» **The problem**:
Take the lines from the beginning of the material through the line containing "position:relative; flex:1; overflow:hidden" and retype them exactly, leaving the pictures out.

··· Extracted entries ···

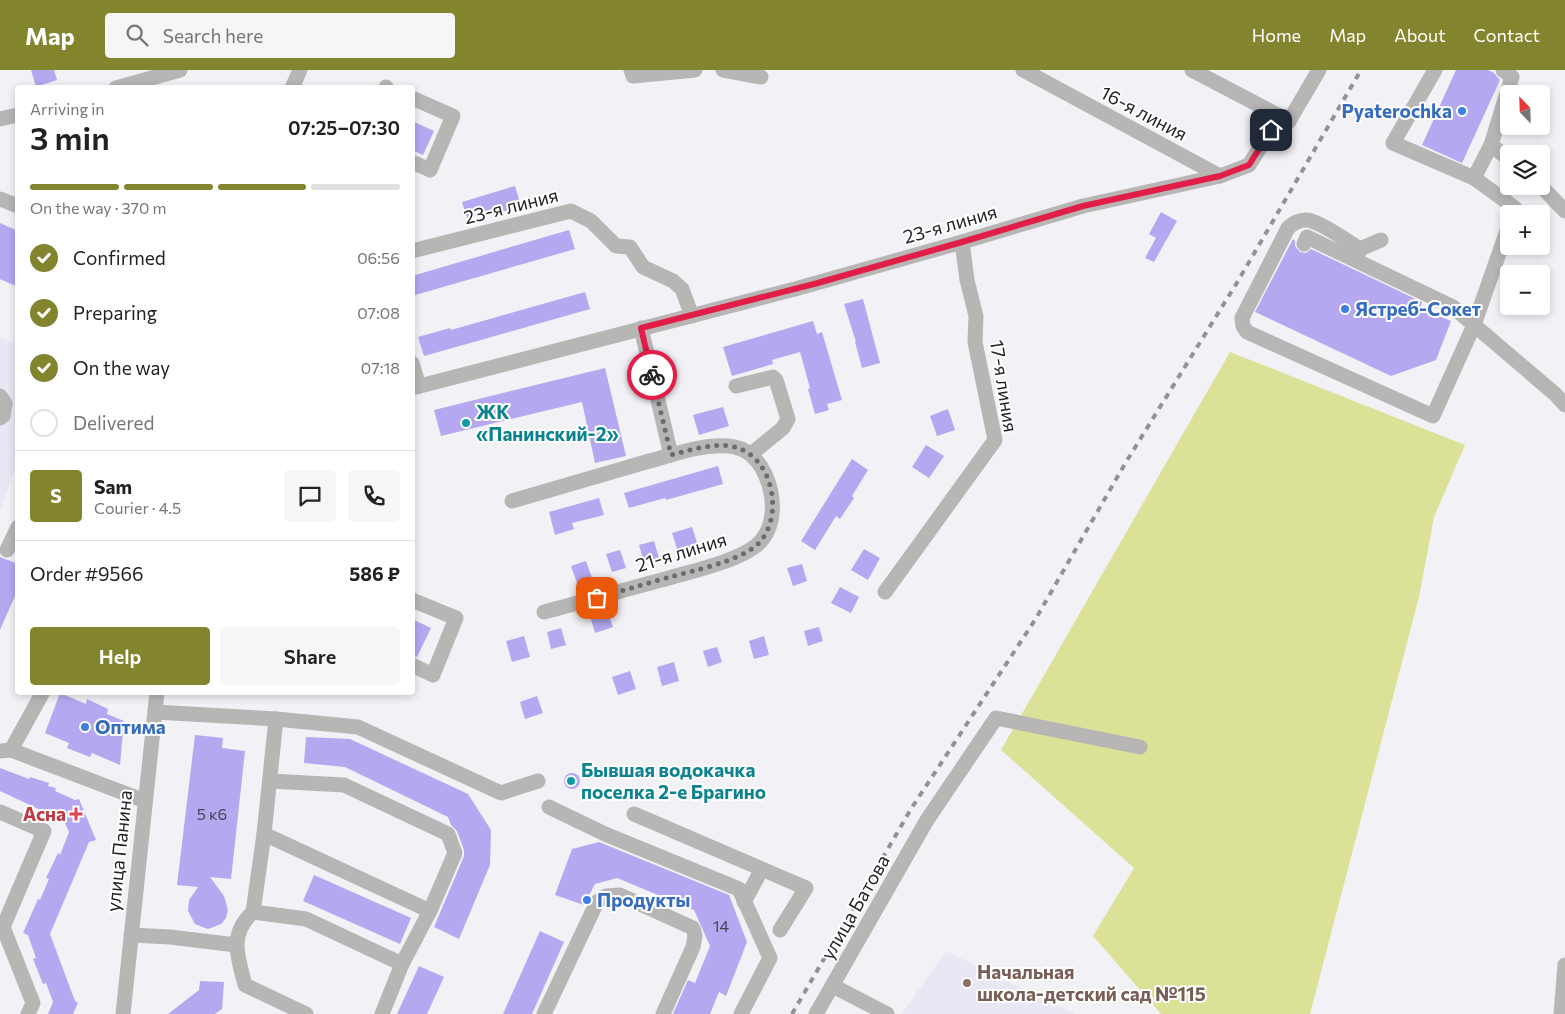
<!DOCTYPE html>
<html lang="en">
<head>
<meta charset="utf-8">
<style>
	body { margin:0; font-family:Commissioner,sans-serif; background:#f6f6f6; color:#222; height:100vh; display:flex; flex-direction:column; font-size:19px; white-space:nowrap }
	* { box-sizing:border-box; margin:0 }
	p { font-size:16px; color:#767676 }
	.icon { flex:none; width:28px; height:28px; fill:none; stroke:currentColor; stroke-width:2; stroke-linecap:round; stroke-linejoin:round }
	.map { position:relative; flex:1; overflow:hidden }
	.panel { position:absolute; left:15px; top:15px; width:400px; height:610px; display:flex; flex-direction:column; background:#fff; border-radius:5px; box-shadow:0 2px 8px #0003 }
	.panel>* { flex:none }
	.needle { width:32px; rotate:337deg }
	.controls { position:absolute; left:1500px; top:15px; display:grid; gap:10px }
	.controls a { display:grid; place-items:center; width:50px; height:50px; border-radius:5px; background:#fff; box-shadow:0 2px 8px #0003; font-size:25px }
	.pin { position:absolute; display:grid; place-items:center; width:42px; height:42px; color:#fff; margin:-21px; border-radius:10px; box-shadow:0 2px 8px #0006 }
	.courier { position:absolute; display:grid; place-items:center; width:50px; height:50px; margin:-25px; border:4px solid #e11d48; border-radius:50%; background:#fff; color:#222; box-shadow:0 1px 6px #0007 }
	.head em { font-style:normal; font-weight:600 }
	.head div { display:flex; flex-direction:column-reverse }
	.head { display:flex; align-items:center; justify-content:space-between; height:85px; padding:0 15px }
	h1 { font-size:32px; font-weight:600; line-height:38px }
	.bar { display:grid; grid-template-columns:repeat(4,1fr); gap:8px 5px; align-content:center; height:60px; padding:0 15px }
	.bar i { height:6px; border-radius:4px; background:#e0e0e0 }
	.bar .selected { background:#83842e }
	.bar p { grid-column:span 4 }
	.line { display:flex; align-items:center; gap:12px; padding:0 15px; border-top:1px solid #e0e0e0 }
	.line div { flex:1 }
	.round { display:grid; place-items:center; flex:none; width:52px; height:52px; border-radius:5px; background:#f6f6f6 }
	ol { padding:0 15px; list-style:none }
	li { display:flex; align-items:center; gap:15px; height:55px }
	li p { margin-inline-start:auto }
	li .icon { padding:5px; border-radius:50%; background:#83842e; color:#fff; stroke-width:4 }
	li:last-child { color:#767676 }
	li i { width:28px; height:28px; border:2px solid #e0e0e0; border-radius:50% }
	.action { display:flex; gap:10px; margin-top:auto; padding:10px 15px }
	.action a { flex:1; height:58px; border-radius:5px; background:#83842e; color:#fff; font-size:20px; font-weight:600; line-height:58px; text-align:center }
	.action a+a { background:#f6f6f6; color:#222 }
	header { display:flex; align-items:center; gap:30px; box-sizing:border-box; height:70px; padding:0 25px; background:#83842e; color:#fff }
	header strong { font-size:24px }
	nav { display:flex; gap:28px; margin-inline-start:auto; font-size:18px }
	.search { width:350px; height:45px; background:#f6f6f6; display:flex; align-items:center; gap:12px; box-sizing:border-box; padding:0 18px; border-radius:5px; color:#767676; font-size:19px }
	.map>svg:first-child { display:block }
	.built { fill:#e9e7f4 }
	.green { fill:#dbe297 }
	.building { fill:#b5a8f1 }
	.lines { fill:none; stroke-linecap:round; stroke-linejoin:round }
	.minor { stroke:#b8b5b5; stroke-width:15 }
	.rail { stroke:#929195; stroke-width:4; stroke-dasharray:6 6; stroke-linecap:butt }
	.done { stroke:#6c6b6e; stroke-width:5; stroke-dasharray:0 9 }
	.route { stroke:#e11d48; stroke-width:6 }
	.shop-dot { fill:#3f7fe0; stroke:#fff; stroke-width:2 }
	.culture-dot { fill:#0f9aa8; stroke:#fff; stroke-width:2 }
	.health-dot { fill:#e0444e; stroke:#fff; stroke-width:2 }
	.education-dot { fill:#8d6e63; stroke:#fff; stroke-width:2 }
	.labels { text-anchor:middle; stroke-width:4; stroke-linejoin:round; paint-order:stroke }
	.number-label { font-size:16px; fill:#484458 }
	.shop-label { font-size:19px; font-weight:bold; fill:#366cbe; stroke:#fff; text-anchor:start }
	.street-label { font-size:19px; fill:#242325; stroke:#fff }
	.culture-label { font-size:19px; font-weight:bold; fill:#0d838f; stroke:#fff; text-anchor:start }
	.health-label { font-size:19px; font-weight:bold; fill:#be3a42; stroke:#fff; text-anchor:end }
	.education-label { font-size:19px; font-weight:bold; fill:#785e54; stroke:#fff; text-anchor:start }
</style>
</head>
<body>
<header>
<strong>Map</strong>
<div class="search"><svg class="icon" aria-label="search" viewBox="0 0 24 24"><circle cx="10" cy="10" r="6"/><path d="M15 15l6 6"/></svg>Search here</div>
<nav><a>Home</a><a>Map</a><a>About</a><a>Contact</a></nav>
</header>
<div class="map">
<svg width="1565" height="944" viewBox="0 0 1565 944">
	<rect width="100%" height="100%" fill="#f2f1f6"/>
	<g class="built">
		<polygon points="0,267 18,275 17,393 0,440"/>
		<polygon points="946,881 1075,944 902,944"/>
	</g>
	<polygon class="green" points="1230,282 1465,375 1434,447 1419,527 1310,944 1161,944 1093,866 1134,798 1001,680"/>
	<g class="building">
		<polygon points="31,0 54,0 57,10 36,17"/>
		<polygon points="1456,0 1488,0 1494,3 1500,10 1462,93 1422,75"/>
		<polygon points="412,51 434,61 423,85 412,80"/>
		<polygon points="515,116 521,136 502,142 501,138 467,148 462,132"/>
		<polygon points="1161,142 1177,151 1154,192 1145,188 1156,168 1149,164"/>
		<polygon points="0,153 18,161 18,217 0,209"/>
		<polygon points="569,160 575,179 412,226 412,206"/>
		<polygon points="1293,169 1295,171 1295,176 1300,182 1306,183 1311,179 1422,232 1420,238 1451,251 1436,290 1391,306 1255,242"/>
		<polygon points="585,222 590,239 424,286 418,267 450,258 451,260"/>
		<polygon points="863,229 880,293 862,298 855,272 856,272 844,234"/>
		<polygon points="813,251 817,264 822,262 842,330 827,334 829,340 815,344 808,319 810,318 800,282 772,290 773,294 732,306 723,277"/>
		<polygon points="605,298 626,386 595,393 582,332 441,366 434,340"/>
		<polygon points="723,337 729,356 699,365 693,345"/>
		<polygon points="948,339 955,360 937,366 930,346"/>
		<polygon points="926,375 944,386 929,408 912,397"/>
		<polygon points="852,389 868,400 852,426 854,428 840,449 836,446 815,480 801,471"/>
		<polygon points="718,396 723,414 666,430 665,428 629,438 624,423"/>
		<polygon points="599,428 604,445 572,453 574,459 555,465 549,442"/>
		<polygon points="692,457 699,479 679,485 672,463"/>
		<polygon points="654,471 659,488 644,492 639,475"/>
		<polygon points="864,479 880,488 868,510 851,500"/>
		<polygon points="620,480 626,498 612,502 606,484"/>
		<polygon points="0,487 18,494 18,519 0,560"/>
		<polygon points="586,491 592,508 577,513 571,496"/>
		<polygon points="802,494 807,511 793,516 787,498"/>
		<polygon points="840,517 859,527 851,543 831,533"/>
		<polygon points="606,537 613,557 595,563 589,542"/>
		<polygon points="412,549 431,558 417,587 412,586"/>
		<polygon points="819,557 823,571 808,576 804,561"/>
		<polygon points="561,558 566,575 551,579 547,562"/>
		<polygon points="524,566 530,587 512,592 506,571"/>
		<polygon points="764,566 769,585 754,589 749,571"/>
		<polygon points="717,577 722,592 708,597 703,581"/>
		<polygon points="674,592 679,611 662,616 657,597"/>
		<polygon points="630,601 636,619 618,625 612,607"/>
		<polygon points="60,623 86,634 87,629 108,639 107,644 124,651 120,695 92,683 90,687 67,678 69,673 45,663"/>
		<polygon points="537,626 543,643 525,649 520,632"/>
		<polygon points="195,665 223,668 222,678 245,681 231,809 210,807 224,826 228,840 226,848 221,854 208,859 195,854 188,841 189,830 198,817 177,815"/>
		<polygon points="306,667 350,669 468,724 491,760 490,795 459,869 434,857 464,786 464,780 457,761 451,755 448,747 345,697 304,693"/>
		<polygon points="0,698 29,709 30,707 49,713 48,716 56,718 55,721 75,730 79,729 96,770 89,772 50,864 75,931 78,933 73,944 48,944 53,932 46,913 43,914 33,889 36,888 28,865 23,863 38,829 40,830 49,809 46,808 58,783 60,785 69,762 64,751 0,721"/>
		<circle cx="572" cy="711" r="8"/>
		<polygon points="599,772 729,825 747,872 726,926 719,922 710,944 673,944 688,910 695,913 710,876 694,840 617,808 595,814 584,835 555,825 572,779"/>
		<polygon points="314,805 411,848 400,874 303,831"/>
		<polygon points="540,861 564,872 532,944 503,944"/>
		<polygon points="419,896 444,907 427,944 397,944"/>
		<polygon points="200,911 224,912 222,939 215,944 168,944 199,920"/>
	</g>
	<g class="lines">
		<g class="minor">
			<polyline points="631,0 633,6 695,0"/>
			<polyline points="723,0 761,7"/>
			<polyline points="1023,0 1220,106"/>
			<polyline points="1192,0 1289,51"/>
			<polyline points="1435,0 1393,73 1474,108 1491,75 1512,7 1503,0"/>
			<polyline points="386,17 387,18"/>
			<polyline points="116,18 180,0"/>
			<polyline points="292,18 300,0"/>
			<polyline points="412,28 453,46 430,100 412,92"/>
			<polyline points="0,49 18,45"/>
			<polyline points="1491,75 1509,89"/>
			<polyline points="1474,108 1515,138 1513,144"/>
			<polyline points="1541,116 1565,141"/>
			<polyline points="0,129 18,136"/>
			<polyline points="1304,174 1307,167 1453,237 1555,324 1565,335"/>
			<polyline points="1360,179 1381,170"/>
			<polyline points="412,181 571,141 591,151 616,176 630,177 643,197 673,211 682,219 692,246"/>
			<path d="M1356,190l4,-11c-11,-7 -42,-29 -54,-29 -7,0 -13,3 -18,8l-46,90 1,8 4,6 186,84 41,-91 35,-100"/>
			<polyline points="641,258 671,385"/>
			<polyline points="412,293 419,316"/>
			<polyline points="736,316 773,307 776,310 788,349 783,358 751,384"/>
			<polyline points="412,318 795,219 962,172 1083,136 1220,106 1249,95 1271,60 1289,51 1319,0"/>
			<polyline points="0,326 5,333 3,346 0,348"/>
			<path d="M512,431c44,-13 89,-26 134,-39 26,-7 55,-18 82,-16 18,1 30,13 37,28 10,22 12,53 -8,71 -19,16 -64,26 -88,33 -42,11 -83,23 -125,34"/>
			<polyline points="7,480 18,457"/>
			<polyline points="885,522 995,370 975,272 976,246 967,210 962,172"/>
			<polyline points="412,530 456,548 433,605 412,595"/>
			<polyline points="155,642 276,649 358,657 501,723 538,711"/>
			<polyline points="11,680 43,622"/>
			<polyline points="0,681 11,680 145,731"/>
			<polyline points="549,737 605,764 739,819 770,888 741,944"/>
			<polyline points="0,742 44,761 3,857 33,933 28,944"/>
			<polyline points="634,744 806,818 780,860"/>
			<polyline points="264,764 430,841 455,783 448,764 344,715 270,711"/>
			<polyline points="744,832 762,799"/>
			<polyline points="253,842 264,764 276,649"/>
			<polyline points="131,865 170,867 236,875"/>
			<polyline points="402,894 430,841"/>
			<polyline points="833,916 887,944"/>
			<polyline points="123,944 157,622"/>
			<path d="M306,944l-61,-29c-7,-28 -17,-50 8,-73l53,7 96,45 -20,50"/>
			<polyline points="544,944 597,832 606,826 620,825 693,858 695,866 693,877 663,944"/>
			<polyline points="816,944 927,750 996,648 1140,677"/>
			<polyline points="1561,944 1565,895"/>
		</g>
		<polyline class="rail" points="792,944 911,739 1035,550 1126,392 1238,211 1361,0"/>
	</g>
	<g class="lines">
		<path class="done" d="M597,528c24,-7 48,-14 73,-21 23,-6 70,-16 88,-33 26,-26 16,-84 -20,-96 -19,-7 -48,2 -67,7l-19,-80"/>
		<polyline class="route" points="652,305 641,258 814,214 962,172 1083,136 1220,106 1249,95 1271,60"/>
	</g>
	<g class="shop-dot">
		<circle cx="1462" cy="41" r="5"/>
		<circle cx="1345" cy="239" r="5"/>
		<circle cx="85" cy="657" r="5"/>
		<circle cx="587" cy="830" r="5"/>
	</g>
	<g class="culture-dot">
		<circle cx="466" cy="353" r="5"/>
		<circle cx="571" cy="711" r="5"/>
	</g>
	<path class="health-dot" d="M73.5 736.5h5v5h5v5h-5v5h-5v-5h-5v-5h5z"/>
	<circle class="education-dot" cx="967" cy="913" r="5"/>
	<g class="labels">
		<g class="number-label">
			<text x="212" y="750">5 к6</text>
			<text x="721" y="862">14</text>
		</g>
		<g class="shop-label">
			<text x="1452" y="48" text-anchor="end">Pyaterochka</text>
			<text x="1355" y="246">Ястреб-Сокет</text>
			<text x="95" y="664">Оптима</text>
			<text x="597" y="837">Продукты</text>
		</g>
		<g class="street-label">
			<text transform="translate(1144 43) rotate(28)" y="7">16-я линия</text>
			<text transform="translate(511 136) rotate(-14)" y="7">23-я линия</text>
			<text transform="translate(950 154) rotate(-16)" y="7">23-я линия</text>
			<text transform="translate(1004 316) rotate(81)" y="7">17-я линия</text>
			<text transform="translate(681 482) rotate(-17)" y="7">21-я линия</text>
			<text transform="translate(119 781) rotate(-84)" y="7">улица Панина</text>
			<text transform="translate(855 837) rotate(-60)" y="7">улица Батова</text>
		</g>
		<g class="culture-label">
			<text x="476" y="349">ЖК<tspan x="476" dy="22">«Панинский-2»</tspan></text>
			<text x="581" y="707">Бывшая водокачка<tspan x="581" dy="22">поселка 2-е Брагино</tspan></text>
		</g>
		<g class="health-label">
			<text x="66" y="751">Асна</text>
		</g>
		<g class="education-label">
			<text x="977" y="909">Начальная<tspan x="977" dy="22">школа-детский сад №115</tspan></text>
		</g>
	</g>
</svg>
<div class="controls">
<a><svg class="needle" viewBox="-14 -14 28 28"><path d="M0-13l5 13h-10z" fill="#e53935"/><path d="M0 13l5-13h-10z" fill="#767676"/></svg></a>
<a><svg class="icon" aria-label="layers" viewBox="0 0 24 24"><path d="M12 4l9 5-9 5-9-5zM3 14l9 5 9-5"/></svg></a>
<a>+</a>
<a>−</a>
</div>
<div class="pin" style="left:597px;top:528px;background:#ea580c"><svg class="icon" aria-label="bag" viewBox="0 0 24 24"><path d="M5 8h14l-1 12H6zM9 8a3 3 0 0 1 6 0"/></svg></div>
<div class="pin" style="left:1271px;top:60px;background:#1f2937"><svg class="icon" aria-label="home" viewBox="0 0 24 24"><path d="M3 11l9-7 9 7M6 9v11h12V9"/></svg></div>
<div class="courier" style="left:652px;top:305px"><svg class="icon" aria-label="bike" viewBox="0 0 24 24"><circle cx="6" cy="16" r="4"/><circle cx="18" cy="16" r="4"/><path d="M6 16l4-8h5l3 8M10 8l3 8H6M13 5h3"/></svg></div>
<section class="panel">
<div class="head"><div><h1>3 min</h1><p>Arriving in</p></div><em>07:25–07:30</em></div>
<div class="bar"><i class="selected"></i><i class="selected"></i><i class="selected"></i><i></i><p>On the way · 370 m</p></div>
<ol>
<li><svg class="icon" aria-label="check" viewBox="0 0 24 24"><path d="M5 12l5 5 9-10"/></svg>Confirmed<p>06:56</p></li>
<li><svg class="icon" aria-label="check" viewBox="0 0 24 24"><path d="M5 12l5 5 9-10"/></svg>Preparing<p>07:08</p></li>
<li><svg class="icon" aria-label="check" viewBox="0 0 24 24"><path d="M5 12l5 5 9-10"/></svg>On the way<p>07:18</p></li>
<li><i></i>Delivered</li>
</ol>
<div class="line" style="height:90px"><b class="round" style="background:#83842e;color:#fff">S</b><div><b>Sam</b><p>Courier · 4.5</p></div><a class="round"><svg class="icon" aria-label="chat" viewBox="0 0 24 24"><path d="M4 5h16v11H9l-5 4z"/></svg></a><a class="round"><svg class="icon" aria-label="phone" viewBox="0 0 24 24"><path d="M5 4h4l2 5-3 2q2 4 5 5l2-3 5 2v4C11 20 4 13 5 4z"/></svg></a></div>
<div class="line" style="height:65px"><div>Order #9566</div><b>586 ₽</b></div>
<div class="action"><a>Help</a><a>Share</a></div>
</section>
</div>
</body>
</html>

···

» **Answer for the task**:
<!DOCTYPE html>
<html lang="en">
<head>
<meta charset="utf-8">
<style>
	body { margin:0; font-family:Commissioner,sans-serif; background:#f6f6f6; color:#222; height:100vh; display:flex; flex-direction:column; font-size:19px; white-space:nowrap }
	* { box-sizing:border-box; margin:0 }
	p { font-size:16px; color:#767676 }
	.icon { flex:none; width:28px; height:28px; fill:none; stroke:currentColor; stroke-width:2; stroke-linecap:round; stroke-linejoin:round }
	.map { position:relative; flex:1; overflow:hidden }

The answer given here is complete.